Wizards struggle past Grizzlies, 88-85

Scolded Washington keeps postseason hopes alive with solid defensive play

Pro Basketball

April 07, 2002|By Milton Kent | Milton Kent,SUN STAFF

WASHINGTON - Through the course of any NBA season, a coach performs any number of roles, from psychiatrist to buddy to fire-and-brimstone preacher, in order to get the maximum from his charges.

Washington Wizards coach Doug Collins wore all three hats last night to cajole effort from his team, especially on the defensive end, where things have been lacking for the past week.

Collins' work paid off in the final few seconds of Washington's surprisingly hard-fought 88-85 win over the Memphis Grizzlies before a generously announced sellout crowd of 20,674 at MCI Center.

Collins, who has been harping on the Wizards' lack of defense in their four consecutive losses, got offended by the fact the Grizzlies, who are tied with Golden State for the worst record in the Western Conference, shot 55 percent from the field in the first half and led by one at halftime.

And he wasted no words letting the Wizards (35-42) know it in the dressing room during the break.

"He wasn't rough, but you could tell that what he said, he really meant," guard Chris Whitney said. "There wasn't really a lot said, but what he said took on a lot of weight. The guys just took it on themselves and really went after it on defense."

The Wizards held Memphis to 32 percent shooting from the field in the second half, and 42 percent overall, while making key stops in the final 30 seconds.

"The one thing that I was trying to preach was we've got to play defense, and I think that carried over to the second half," said Collins. "My biggest concern is that so many of these guys have been in this situation in April where the games don't mean anything. But they mean a lot to me. It may not be the win-loss, but it's that we're growing."

With the win, Washington, in 10th place in the Eastern Conference, made up a half-game on idle Indiana and Toronto, who are tied for the eighth and final spot, but with five games to play and a three-game deficit, their odds are admittedly long.

In that vein, Collins is looking for his players to treat this portion of the season as the first part, when Michael Jordan was with them, and things looked promising.

"We might not make the playoffs, and we're not out of it, but our guys have made the hard work this season mean something, and they just didn't take a loss," said Collins. "That would have been the easy thing to do. We could have taken a loss, and we didn't. And that makes me very proud."
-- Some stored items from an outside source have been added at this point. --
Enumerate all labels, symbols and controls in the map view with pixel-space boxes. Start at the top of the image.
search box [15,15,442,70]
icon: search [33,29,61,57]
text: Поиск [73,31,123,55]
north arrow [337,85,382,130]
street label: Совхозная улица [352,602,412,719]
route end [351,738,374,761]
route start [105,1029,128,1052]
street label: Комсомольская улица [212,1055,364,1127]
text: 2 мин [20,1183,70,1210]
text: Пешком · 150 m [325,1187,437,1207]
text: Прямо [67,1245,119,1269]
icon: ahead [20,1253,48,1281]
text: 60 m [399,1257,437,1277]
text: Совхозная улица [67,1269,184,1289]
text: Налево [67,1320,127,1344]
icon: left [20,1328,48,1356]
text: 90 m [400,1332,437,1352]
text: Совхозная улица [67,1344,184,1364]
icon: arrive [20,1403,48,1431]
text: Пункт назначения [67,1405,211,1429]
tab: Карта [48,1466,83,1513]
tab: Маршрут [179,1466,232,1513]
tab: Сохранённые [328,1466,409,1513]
It wasn't easy, however. The Wizards, who led by six with 6:47 to go, allowed Memphis to crawl back into the game and force a tie with less than five minutes to go, before ripping off five unanswered points, capped by a free throw and a baseline jumper from Richard Hamilton with 2:10 to go.
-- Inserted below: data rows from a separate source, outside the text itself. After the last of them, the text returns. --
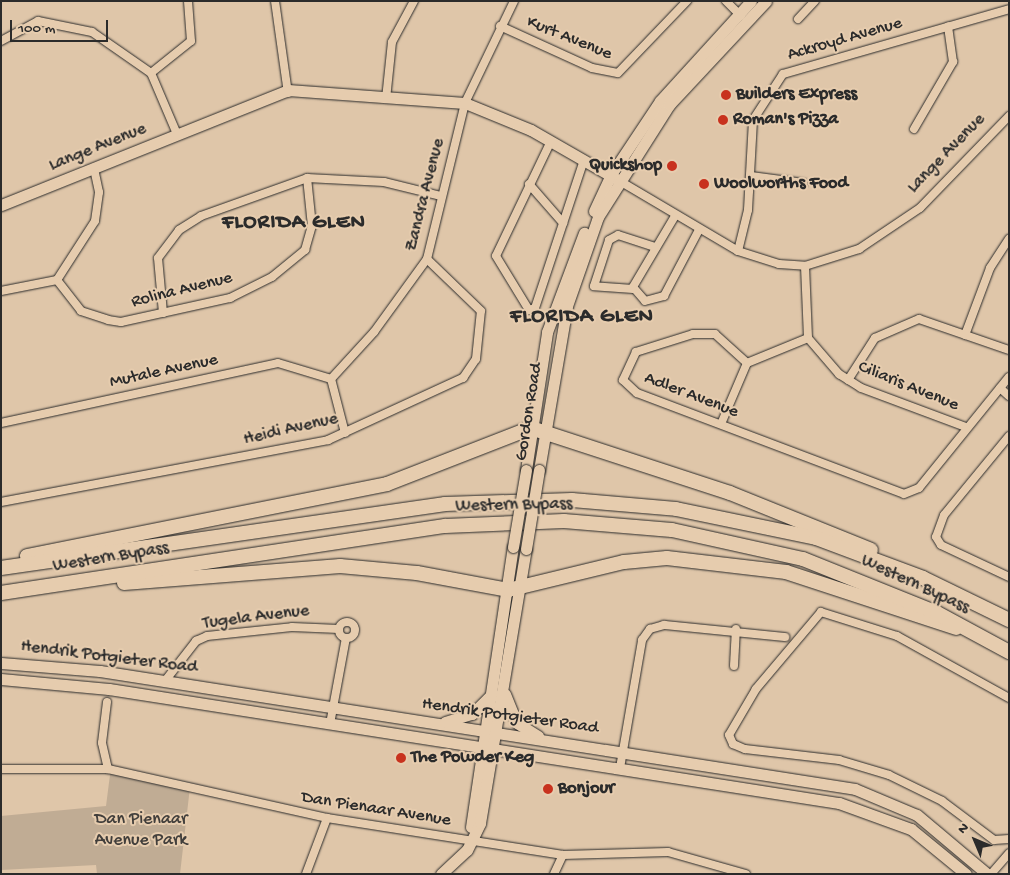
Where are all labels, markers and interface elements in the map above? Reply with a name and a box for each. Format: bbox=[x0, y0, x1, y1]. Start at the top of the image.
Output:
scale bar bbox=[12, 10, 110, 42]
street label: Kurt Avenue bbox=[523, 12, 615, 66]
street label: Ackroyd Avenue bbox=[785, 13, 905, 67]
text: 100 m bbox=[18, 20, 55, 38]
place label: Builders Express bbox=[736, 84, 857, 106]
marker: Builders Express bbox=[720, 89, 732, 101]
place label: Roman's Pizza bbox=[733, 109, 838, 131]
street label: Lange Avenue bbox=[903, 109, 991, 199]
marker: Roman's Pizza bbox=[717, 114, 729, 126]
street label: Lange Avenue bbox=[46, 119, 150, 177]
street label: Zandra Avenue bbox=[402, 136, 450, 254]
place label: Quickshop bbox=[589, 155, 662, 177]
marker: Quickshop bbox=[666, 160, 678, 172]
place label: Woolworths Food bbox=[714, 173, 848, 195]
marker: Woolworths Food bbox=[698, 178, 710, 190]
district label: FLORIDA GLEN bbox=[221, 211, 367, 237]
street label: Rolina Avenue bbox=[129, 268, 235, 314]
district label: FLORIDA GLEN bbox=[509, 305, 655, 331]
street label: Mutale Avenue bbox=[108, 350, 220, 394]
street label: Ciliaris Avenue bbox=[854, 357, 962, 417]
street label: Gordon Road bbox=[512, 361, 548, 463]
street label: Adler Avenue bbox=[641, 368, 741, 424]
street label: Heidi Avenue bbox=[242, 409, 340, 451]
street label: Western Bypass bbox=[455, 494, 573, 518]
street label: Western Bypass bbox=[51, 538, 171, 578]
street label: Western Bypass bbox=[857, 550, 973, 620]
street label: Tugela Avenue bbox=[201, 601, 311, 635]
street label: Hendrik Potgieter Road bbox=[19, 636, 199, 680]
street label: Hendrik Potgieter Road bbox=[420, 694, 600, 740]
place label: The Powder Keg bbox=[411, 747, 534, 769]
marker: The Powder Keg bbox=[395, 752, 407, 764]
place label: Bonjour bbox=[558, 778, 614, 800]
marker: Bonjour bbox=[542, 783, 554, 795]
street label: Dan Pienaar Avenue bbox=[300, 788, 452, 832]
park label: Dan Pienaar Avenue Park bbox=[95, 810, 187, 852]
north arrow bbox=[950, 815, 1000, 865]
text: N bbox=[955, 820, 973, 838]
But the Grizzlies (20-56) answered back, getting to within one three times in the final 45 seconds. Whitney's foul shots with 13.4 seconds remaining gave Washington a three-point edge, but the Wizards narrowly escaped overtime, as Jason Williams missed two three-point attempts on Memphis' final possession, the last with an open-look with 1.4 seconds to go.
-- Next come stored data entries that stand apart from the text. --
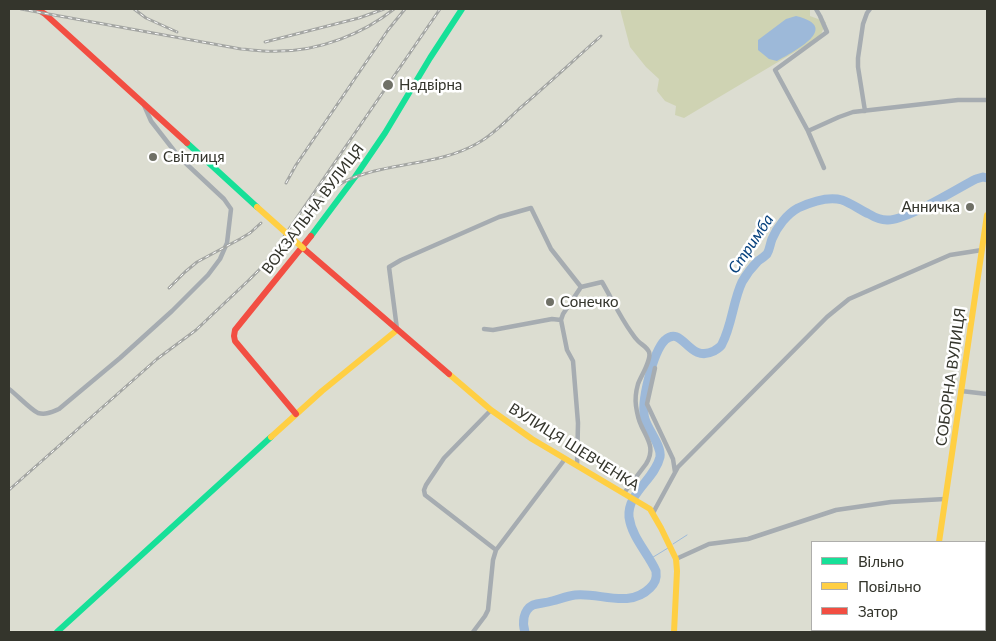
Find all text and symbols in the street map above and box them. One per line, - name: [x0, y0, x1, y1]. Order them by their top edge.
- place label: Надвірна: [399, 76, 462, 94]
- marker: Надвірна: [381, 78, 395, 92]
- street label: ВОКЗАЛЬНА ВУЛИЦЯ: [258, 140, 368, 278]
- place label: Світлиця: [163, 148, 225, 166]
- marker: Світлиця: [147, 151, 159, 163]
- place label: Анничка: [901, 198, 960, 216]
- marker: Анничка: [964, 201, 976, 213]
- water label: Стримба: [724, 211, 778, 277]
- place label: Сонечко: [560, 293, 618, 311]
- marker: Сонечко: [544, 296, 556, 308]
- street label: СОБОРНА ВУЛИЦЯ: [932, 307, 970, 447]
- street label: ВУЛИЦЯ ШЕВЧЕНКА: [505, 399, 643, 495]
- legend: [811, 541, 986, 631]
- text: Вільно: [858, 552, 904, 570]
- text: Повільно: [858, 577, 921, 595]
- text: Затор: [858, 602, 898, 620]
The Wizards got a huge lift from reserve forward Etan Thomas, who did not play at all until the fourth quarter, but played the entire final period, scoring 10 points with four rebounds thrown in for good measure.

"It's not easy [to sit]," Thomas said. "I'm not going to say that it was. I just have to keep my mind in the game and be ready when he [Collins] calls me."

Hamilton and Courtney Alexander had 15 points each for Washington, which ended a four-game losing streak, while Williams had 15 for Memphis.

Next for Wizards

Opponent: New Jersey Nets

Site: Continental Airlines Arena, East Rutherford, N.J.

Time: 7:30 p.m.

TV/Radio: CSN/WTEM (980 AM)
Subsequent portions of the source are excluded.